[Saved entries]
********************
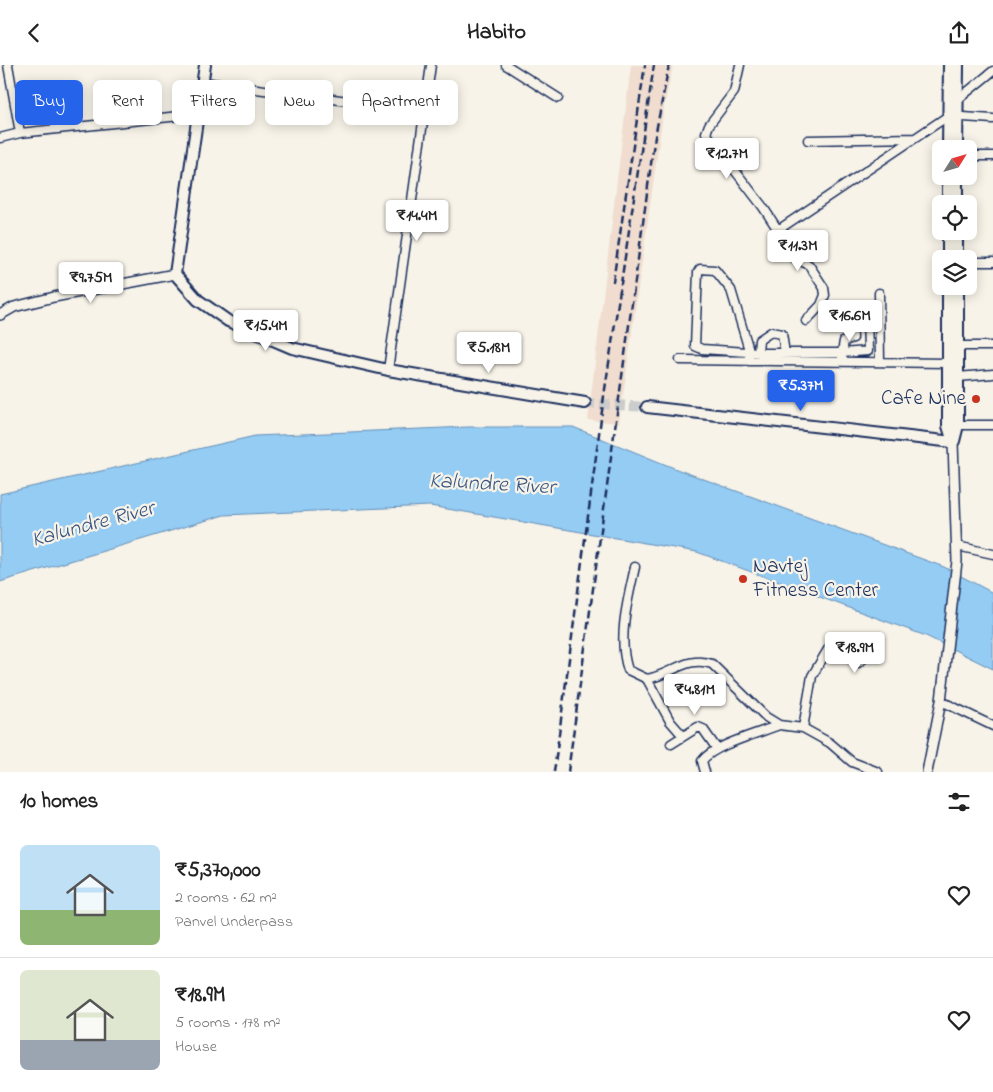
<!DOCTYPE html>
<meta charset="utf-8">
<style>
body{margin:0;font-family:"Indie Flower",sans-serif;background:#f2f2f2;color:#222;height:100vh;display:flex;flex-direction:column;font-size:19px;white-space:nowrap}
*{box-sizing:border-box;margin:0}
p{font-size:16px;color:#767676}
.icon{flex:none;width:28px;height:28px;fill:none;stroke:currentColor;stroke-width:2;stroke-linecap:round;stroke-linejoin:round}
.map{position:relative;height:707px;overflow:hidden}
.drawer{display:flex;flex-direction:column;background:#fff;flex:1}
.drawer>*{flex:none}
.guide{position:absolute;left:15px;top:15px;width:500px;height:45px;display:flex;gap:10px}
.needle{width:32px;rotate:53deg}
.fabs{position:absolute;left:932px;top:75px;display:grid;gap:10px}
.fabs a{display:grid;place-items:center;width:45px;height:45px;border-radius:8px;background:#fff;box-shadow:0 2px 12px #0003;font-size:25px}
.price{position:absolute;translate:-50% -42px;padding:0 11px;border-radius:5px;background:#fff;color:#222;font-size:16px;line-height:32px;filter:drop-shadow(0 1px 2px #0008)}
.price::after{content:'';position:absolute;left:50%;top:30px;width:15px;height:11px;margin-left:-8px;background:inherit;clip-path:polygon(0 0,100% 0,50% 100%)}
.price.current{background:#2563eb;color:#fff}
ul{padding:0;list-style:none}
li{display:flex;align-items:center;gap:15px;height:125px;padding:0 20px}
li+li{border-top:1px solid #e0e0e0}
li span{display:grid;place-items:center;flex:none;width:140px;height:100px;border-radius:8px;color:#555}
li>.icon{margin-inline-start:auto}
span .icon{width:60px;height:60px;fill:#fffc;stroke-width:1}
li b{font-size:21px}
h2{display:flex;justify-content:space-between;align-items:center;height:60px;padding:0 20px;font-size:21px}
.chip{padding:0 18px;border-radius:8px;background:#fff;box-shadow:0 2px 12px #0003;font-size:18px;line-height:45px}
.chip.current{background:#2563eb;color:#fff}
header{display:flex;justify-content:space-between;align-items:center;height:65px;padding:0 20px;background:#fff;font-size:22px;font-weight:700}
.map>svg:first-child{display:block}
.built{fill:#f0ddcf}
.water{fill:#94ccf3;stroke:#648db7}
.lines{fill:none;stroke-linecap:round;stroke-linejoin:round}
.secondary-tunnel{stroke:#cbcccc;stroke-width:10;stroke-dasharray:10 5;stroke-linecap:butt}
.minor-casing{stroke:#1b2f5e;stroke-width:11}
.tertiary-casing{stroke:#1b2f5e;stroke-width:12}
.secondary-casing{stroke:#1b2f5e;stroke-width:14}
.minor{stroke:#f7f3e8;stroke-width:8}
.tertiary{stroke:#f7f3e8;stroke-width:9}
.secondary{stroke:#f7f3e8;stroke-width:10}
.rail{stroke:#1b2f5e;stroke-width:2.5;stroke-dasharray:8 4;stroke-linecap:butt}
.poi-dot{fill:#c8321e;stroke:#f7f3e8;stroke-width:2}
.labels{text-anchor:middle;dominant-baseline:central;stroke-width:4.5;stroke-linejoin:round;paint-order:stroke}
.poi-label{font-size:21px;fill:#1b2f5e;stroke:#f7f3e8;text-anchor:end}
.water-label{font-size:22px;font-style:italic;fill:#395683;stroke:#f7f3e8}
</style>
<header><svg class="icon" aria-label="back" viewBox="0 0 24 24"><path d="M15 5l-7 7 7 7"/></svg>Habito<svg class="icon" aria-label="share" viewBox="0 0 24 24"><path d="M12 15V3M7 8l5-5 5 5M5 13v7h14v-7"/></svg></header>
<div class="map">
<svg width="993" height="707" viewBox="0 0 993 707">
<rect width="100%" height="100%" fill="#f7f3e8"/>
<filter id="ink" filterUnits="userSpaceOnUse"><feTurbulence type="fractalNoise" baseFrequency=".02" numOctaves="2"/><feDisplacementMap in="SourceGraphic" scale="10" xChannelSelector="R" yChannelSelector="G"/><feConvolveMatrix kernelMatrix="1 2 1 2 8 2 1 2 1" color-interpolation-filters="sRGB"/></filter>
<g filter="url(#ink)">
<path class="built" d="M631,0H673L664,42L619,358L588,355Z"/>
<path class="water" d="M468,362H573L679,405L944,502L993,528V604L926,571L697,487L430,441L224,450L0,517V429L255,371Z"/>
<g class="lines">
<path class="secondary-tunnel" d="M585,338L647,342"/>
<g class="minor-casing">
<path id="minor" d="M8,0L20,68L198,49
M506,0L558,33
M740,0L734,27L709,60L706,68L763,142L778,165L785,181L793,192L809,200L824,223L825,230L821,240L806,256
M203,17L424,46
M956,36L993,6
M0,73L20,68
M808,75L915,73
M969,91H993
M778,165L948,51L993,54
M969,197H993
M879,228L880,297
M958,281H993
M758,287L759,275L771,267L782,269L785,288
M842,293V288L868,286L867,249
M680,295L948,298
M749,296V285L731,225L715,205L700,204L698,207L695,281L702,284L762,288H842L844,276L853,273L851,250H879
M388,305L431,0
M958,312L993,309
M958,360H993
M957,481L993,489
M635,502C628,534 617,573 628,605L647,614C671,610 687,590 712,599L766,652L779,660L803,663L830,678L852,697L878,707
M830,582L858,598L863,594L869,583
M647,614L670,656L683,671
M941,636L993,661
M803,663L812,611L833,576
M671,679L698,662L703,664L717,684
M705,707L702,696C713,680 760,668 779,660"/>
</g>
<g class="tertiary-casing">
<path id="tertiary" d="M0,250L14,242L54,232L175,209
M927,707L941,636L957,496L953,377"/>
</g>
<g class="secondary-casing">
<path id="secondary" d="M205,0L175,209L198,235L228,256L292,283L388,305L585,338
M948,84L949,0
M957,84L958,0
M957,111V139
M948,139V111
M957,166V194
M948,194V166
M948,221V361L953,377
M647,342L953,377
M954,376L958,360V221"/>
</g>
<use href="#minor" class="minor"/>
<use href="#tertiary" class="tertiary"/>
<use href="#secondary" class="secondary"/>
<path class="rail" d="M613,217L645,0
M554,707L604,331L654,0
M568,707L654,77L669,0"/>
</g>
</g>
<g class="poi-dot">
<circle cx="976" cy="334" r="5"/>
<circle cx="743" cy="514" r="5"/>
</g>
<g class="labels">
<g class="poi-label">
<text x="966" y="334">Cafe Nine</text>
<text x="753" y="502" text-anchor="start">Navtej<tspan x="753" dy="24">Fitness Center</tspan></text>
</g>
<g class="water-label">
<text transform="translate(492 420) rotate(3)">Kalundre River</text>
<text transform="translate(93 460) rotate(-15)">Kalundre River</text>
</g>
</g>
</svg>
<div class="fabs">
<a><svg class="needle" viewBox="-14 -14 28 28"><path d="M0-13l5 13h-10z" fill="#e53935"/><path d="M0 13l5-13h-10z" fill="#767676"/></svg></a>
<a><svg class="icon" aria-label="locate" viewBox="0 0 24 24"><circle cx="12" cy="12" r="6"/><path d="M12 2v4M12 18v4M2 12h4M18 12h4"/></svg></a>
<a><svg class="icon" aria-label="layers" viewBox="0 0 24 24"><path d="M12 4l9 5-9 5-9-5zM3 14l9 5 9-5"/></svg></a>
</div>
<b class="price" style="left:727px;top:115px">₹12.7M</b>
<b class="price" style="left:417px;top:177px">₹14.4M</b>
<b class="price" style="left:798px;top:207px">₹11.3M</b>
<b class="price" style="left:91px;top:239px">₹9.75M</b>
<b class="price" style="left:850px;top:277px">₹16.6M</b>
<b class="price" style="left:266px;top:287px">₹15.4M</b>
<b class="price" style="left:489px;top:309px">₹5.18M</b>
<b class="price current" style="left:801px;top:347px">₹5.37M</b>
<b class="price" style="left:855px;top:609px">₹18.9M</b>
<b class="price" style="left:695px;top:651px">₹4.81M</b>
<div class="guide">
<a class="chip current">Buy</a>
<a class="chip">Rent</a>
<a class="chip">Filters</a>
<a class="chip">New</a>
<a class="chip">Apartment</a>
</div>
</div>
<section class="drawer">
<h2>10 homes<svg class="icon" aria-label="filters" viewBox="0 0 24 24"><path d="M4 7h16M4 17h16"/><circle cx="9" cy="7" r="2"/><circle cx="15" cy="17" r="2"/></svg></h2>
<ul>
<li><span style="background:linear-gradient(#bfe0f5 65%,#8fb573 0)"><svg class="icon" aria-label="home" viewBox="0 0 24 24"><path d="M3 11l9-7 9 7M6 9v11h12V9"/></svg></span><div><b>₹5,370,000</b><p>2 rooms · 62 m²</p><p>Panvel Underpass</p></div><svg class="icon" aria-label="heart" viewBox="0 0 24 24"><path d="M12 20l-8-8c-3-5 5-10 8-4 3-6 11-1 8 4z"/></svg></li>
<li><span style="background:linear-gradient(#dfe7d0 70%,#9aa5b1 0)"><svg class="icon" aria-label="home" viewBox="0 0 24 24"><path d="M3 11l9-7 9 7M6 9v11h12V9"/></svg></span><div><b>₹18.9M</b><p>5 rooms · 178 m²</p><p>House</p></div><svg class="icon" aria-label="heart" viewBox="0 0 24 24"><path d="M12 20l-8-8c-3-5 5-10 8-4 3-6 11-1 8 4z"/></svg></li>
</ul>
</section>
********************
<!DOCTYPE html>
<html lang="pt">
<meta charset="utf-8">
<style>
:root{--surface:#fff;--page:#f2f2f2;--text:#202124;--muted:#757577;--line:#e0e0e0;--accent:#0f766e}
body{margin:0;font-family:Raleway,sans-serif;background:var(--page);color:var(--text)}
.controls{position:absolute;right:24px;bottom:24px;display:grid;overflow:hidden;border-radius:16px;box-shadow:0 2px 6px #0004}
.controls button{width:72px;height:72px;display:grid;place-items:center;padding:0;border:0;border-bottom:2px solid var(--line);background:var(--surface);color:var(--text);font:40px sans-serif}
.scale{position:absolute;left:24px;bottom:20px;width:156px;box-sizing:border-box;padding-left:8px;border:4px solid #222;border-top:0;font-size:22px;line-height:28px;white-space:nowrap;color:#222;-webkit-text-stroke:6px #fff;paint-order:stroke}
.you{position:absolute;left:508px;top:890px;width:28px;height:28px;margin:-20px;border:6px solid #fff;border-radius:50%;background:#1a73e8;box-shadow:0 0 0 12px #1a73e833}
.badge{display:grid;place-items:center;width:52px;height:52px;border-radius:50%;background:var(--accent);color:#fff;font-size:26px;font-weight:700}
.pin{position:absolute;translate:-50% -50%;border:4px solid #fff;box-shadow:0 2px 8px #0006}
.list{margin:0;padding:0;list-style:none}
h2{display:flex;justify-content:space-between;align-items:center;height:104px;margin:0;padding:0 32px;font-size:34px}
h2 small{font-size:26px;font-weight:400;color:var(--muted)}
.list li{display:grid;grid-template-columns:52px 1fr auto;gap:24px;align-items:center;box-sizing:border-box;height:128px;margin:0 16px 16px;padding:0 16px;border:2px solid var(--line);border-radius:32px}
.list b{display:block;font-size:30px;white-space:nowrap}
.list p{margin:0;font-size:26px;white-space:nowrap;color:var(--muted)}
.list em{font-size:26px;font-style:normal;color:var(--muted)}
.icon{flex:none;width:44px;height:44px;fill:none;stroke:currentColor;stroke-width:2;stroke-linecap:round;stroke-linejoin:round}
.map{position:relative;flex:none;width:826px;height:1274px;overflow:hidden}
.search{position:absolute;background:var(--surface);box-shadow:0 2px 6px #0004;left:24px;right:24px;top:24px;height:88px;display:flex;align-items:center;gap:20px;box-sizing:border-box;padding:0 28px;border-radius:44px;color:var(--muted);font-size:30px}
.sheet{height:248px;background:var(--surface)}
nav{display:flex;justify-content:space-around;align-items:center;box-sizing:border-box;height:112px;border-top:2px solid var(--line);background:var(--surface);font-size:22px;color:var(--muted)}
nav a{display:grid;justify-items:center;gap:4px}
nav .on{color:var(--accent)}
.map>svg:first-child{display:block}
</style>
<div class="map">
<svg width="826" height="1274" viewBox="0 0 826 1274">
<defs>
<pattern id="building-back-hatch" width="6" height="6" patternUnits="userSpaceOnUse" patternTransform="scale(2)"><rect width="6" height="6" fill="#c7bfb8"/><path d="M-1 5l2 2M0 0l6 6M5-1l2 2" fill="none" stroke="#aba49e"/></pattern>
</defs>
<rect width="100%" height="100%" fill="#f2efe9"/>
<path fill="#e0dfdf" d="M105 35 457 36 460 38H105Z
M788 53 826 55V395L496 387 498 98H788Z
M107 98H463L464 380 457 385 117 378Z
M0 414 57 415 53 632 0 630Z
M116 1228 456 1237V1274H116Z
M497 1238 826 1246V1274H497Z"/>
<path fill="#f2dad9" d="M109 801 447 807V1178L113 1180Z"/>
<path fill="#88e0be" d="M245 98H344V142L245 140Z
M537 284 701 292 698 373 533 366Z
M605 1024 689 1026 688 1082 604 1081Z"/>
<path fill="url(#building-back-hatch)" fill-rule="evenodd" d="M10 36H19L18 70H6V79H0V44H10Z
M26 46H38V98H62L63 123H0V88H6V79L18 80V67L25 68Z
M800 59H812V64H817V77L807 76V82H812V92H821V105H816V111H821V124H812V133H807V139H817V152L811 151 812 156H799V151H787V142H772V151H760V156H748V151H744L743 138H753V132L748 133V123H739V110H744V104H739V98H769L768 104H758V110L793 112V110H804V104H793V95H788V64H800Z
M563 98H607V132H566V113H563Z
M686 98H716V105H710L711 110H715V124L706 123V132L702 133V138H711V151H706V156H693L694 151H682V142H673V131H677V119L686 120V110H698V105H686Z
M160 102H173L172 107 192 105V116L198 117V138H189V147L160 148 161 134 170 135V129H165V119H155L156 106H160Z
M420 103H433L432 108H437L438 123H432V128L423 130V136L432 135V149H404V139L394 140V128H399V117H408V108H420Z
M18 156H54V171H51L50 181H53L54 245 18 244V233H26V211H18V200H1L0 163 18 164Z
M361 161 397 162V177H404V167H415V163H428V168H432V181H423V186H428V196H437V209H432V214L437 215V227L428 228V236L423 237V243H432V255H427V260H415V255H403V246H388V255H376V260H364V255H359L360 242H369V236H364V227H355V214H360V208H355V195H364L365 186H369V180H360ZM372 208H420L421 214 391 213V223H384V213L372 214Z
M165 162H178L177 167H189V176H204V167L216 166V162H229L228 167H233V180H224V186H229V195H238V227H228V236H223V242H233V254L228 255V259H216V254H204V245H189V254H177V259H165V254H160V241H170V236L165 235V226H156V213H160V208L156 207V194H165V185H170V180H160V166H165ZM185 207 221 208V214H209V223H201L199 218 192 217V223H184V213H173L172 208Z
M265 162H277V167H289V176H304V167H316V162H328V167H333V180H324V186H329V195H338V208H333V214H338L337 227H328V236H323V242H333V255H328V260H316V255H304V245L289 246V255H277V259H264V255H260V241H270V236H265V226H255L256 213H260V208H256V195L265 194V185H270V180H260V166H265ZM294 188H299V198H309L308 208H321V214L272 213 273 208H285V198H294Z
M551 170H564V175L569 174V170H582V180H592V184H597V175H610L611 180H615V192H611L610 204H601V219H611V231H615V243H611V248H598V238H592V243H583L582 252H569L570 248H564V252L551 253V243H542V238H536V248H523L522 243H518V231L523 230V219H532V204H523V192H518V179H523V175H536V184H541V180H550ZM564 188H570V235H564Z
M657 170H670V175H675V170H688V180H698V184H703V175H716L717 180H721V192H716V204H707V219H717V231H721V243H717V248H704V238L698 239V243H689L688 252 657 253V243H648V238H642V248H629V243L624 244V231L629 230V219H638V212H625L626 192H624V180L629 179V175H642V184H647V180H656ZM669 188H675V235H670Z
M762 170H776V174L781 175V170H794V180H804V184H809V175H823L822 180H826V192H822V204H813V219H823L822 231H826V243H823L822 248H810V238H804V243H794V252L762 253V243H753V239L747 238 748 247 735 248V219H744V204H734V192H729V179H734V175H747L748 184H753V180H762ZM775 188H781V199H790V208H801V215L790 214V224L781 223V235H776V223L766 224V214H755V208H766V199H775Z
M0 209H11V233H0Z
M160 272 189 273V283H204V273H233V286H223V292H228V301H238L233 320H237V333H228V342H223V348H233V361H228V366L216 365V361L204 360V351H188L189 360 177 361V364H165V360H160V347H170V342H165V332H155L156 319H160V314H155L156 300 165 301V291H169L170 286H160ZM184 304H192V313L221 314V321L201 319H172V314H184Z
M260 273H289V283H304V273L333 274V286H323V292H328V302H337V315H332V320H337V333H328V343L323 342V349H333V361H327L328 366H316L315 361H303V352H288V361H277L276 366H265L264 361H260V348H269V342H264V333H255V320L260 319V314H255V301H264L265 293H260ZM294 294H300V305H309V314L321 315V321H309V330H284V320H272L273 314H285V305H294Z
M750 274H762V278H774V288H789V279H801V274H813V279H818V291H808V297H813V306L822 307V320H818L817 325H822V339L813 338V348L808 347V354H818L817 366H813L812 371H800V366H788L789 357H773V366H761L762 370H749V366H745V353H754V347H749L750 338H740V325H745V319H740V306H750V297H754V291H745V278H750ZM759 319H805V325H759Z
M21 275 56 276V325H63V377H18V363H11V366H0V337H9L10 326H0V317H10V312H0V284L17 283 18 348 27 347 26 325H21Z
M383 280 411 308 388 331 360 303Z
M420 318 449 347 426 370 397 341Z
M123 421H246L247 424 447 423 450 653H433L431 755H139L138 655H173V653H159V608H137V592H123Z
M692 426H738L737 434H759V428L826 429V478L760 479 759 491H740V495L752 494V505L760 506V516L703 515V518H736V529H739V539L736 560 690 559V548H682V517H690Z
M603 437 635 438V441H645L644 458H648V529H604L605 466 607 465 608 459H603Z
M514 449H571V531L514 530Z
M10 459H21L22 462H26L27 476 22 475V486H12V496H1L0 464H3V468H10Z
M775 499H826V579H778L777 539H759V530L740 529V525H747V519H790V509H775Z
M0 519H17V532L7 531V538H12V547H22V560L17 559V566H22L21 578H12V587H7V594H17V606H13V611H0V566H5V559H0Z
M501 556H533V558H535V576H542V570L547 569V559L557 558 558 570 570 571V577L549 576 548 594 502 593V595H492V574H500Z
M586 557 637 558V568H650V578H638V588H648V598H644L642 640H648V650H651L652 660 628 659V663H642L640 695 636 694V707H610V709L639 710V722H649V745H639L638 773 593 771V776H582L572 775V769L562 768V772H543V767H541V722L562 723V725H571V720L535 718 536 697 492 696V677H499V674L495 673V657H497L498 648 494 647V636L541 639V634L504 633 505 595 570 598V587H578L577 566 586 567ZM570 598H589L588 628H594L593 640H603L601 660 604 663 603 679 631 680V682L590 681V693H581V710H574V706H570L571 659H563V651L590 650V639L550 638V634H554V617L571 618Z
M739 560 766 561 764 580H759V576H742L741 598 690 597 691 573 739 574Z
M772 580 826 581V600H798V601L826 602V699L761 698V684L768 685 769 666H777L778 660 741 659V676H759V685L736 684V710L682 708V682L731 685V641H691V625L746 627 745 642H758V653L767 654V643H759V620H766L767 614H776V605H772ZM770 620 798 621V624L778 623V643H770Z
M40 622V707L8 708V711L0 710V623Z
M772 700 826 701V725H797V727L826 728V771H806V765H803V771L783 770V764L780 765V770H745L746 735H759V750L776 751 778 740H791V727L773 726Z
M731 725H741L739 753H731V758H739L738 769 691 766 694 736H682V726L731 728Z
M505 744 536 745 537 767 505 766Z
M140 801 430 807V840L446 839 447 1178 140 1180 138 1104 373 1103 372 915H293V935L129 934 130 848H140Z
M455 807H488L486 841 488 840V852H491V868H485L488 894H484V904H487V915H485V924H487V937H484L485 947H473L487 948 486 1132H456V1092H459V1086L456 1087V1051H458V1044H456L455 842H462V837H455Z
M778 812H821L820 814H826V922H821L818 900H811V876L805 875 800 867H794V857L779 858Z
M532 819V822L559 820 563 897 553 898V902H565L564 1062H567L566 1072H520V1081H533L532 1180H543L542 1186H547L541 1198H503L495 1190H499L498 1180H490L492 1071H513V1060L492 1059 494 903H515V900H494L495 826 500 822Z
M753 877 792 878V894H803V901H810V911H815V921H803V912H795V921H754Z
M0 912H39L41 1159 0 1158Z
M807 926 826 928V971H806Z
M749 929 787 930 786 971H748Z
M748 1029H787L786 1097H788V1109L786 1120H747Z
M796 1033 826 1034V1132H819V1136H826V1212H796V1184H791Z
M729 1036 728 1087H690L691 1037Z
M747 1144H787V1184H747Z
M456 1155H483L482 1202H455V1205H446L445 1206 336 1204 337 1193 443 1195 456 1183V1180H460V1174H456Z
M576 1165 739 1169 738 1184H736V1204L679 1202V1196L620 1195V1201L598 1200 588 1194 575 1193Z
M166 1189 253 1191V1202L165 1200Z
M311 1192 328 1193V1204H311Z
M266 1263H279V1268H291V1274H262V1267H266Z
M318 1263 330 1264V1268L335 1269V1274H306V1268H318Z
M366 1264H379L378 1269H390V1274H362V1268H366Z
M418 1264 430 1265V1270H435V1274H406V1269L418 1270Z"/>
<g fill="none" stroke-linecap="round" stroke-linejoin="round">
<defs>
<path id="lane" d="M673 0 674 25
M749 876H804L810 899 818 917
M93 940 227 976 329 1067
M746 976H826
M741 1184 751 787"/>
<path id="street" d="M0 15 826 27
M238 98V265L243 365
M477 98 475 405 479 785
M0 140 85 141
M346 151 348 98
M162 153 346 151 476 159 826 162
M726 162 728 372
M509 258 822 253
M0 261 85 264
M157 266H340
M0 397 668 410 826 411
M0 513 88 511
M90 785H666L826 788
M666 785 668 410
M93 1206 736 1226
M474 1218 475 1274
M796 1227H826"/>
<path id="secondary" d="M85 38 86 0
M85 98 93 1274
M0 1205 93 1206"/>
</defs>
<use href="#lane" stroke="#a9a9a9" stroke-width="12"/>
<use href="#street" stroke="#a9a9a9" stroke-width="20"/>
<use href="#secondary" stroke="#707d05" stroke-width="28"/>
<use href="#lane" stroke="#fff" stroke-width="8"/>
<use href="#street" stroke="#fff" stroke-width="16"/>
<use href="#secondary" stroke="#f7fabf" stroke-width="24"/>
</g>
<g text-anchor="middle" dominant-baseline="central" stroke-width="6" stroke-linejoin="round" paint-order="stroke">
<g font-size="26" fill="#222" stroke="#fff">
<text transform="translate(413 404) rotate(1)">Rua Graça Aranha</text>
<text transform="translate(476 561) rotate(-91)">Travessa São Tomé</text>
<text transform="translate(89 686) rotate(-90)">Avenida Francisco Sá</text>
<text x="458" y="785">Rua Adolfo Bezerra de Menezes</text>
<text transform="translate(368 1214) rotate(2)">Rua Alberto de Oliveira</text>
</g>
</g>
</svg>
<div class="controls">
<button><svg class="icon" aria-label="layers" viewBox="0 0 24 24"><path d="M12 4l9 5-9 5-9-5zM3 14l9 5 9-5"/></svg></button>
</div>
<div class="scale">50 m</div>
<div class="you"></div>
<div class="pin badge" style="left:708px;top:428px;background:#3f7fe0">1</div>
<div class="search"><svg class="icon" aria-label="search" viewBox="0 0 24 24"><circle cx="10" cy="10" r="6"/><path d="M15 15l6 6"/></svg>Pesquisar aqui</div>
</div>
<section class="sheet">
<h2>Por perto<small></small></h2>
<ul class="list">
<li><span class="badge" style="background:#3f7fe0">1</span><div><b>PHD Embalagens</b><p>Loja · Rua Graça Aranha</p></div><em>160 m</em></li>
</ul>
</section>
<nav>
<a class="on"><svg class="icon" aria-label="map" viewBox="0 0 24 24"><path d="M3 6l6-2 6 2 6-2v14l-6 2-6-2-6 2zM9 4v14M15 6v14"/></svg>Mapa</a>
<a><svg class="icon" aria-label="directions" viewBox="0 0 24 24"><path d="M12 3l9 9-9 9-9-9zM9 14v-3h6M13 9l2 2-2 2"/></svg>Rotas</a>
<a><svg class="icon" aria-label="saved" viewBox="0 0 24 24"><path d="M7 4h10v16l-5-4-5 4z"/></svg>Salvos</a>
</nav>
********************
# About this task
Copy each line above that has the word "bottom".

# Task response
.controls{position:absolute;right:24px;bottom:24px;display:grid;overflow:hidden;border-radius:16px;box-shadow:0 2px 6px #0004}
.controls button{width:72px;height:72px;display:grid;place-items:center;padding:0;border:0;border-bottom:2px solid var(--line);background:var(--surface);color:var(--text);font:40px sans-serif}
.scale{position:absolute;left:24px;bottom:20px;width:156px;box-sizing:border-box;padding-left:8px;border:4px solid #222;border-top:0;font-size:22px;line-height:28px;white-space:nowrap;color:#222;-webkit-text-stroke:6px #fff;paint-order:stroke}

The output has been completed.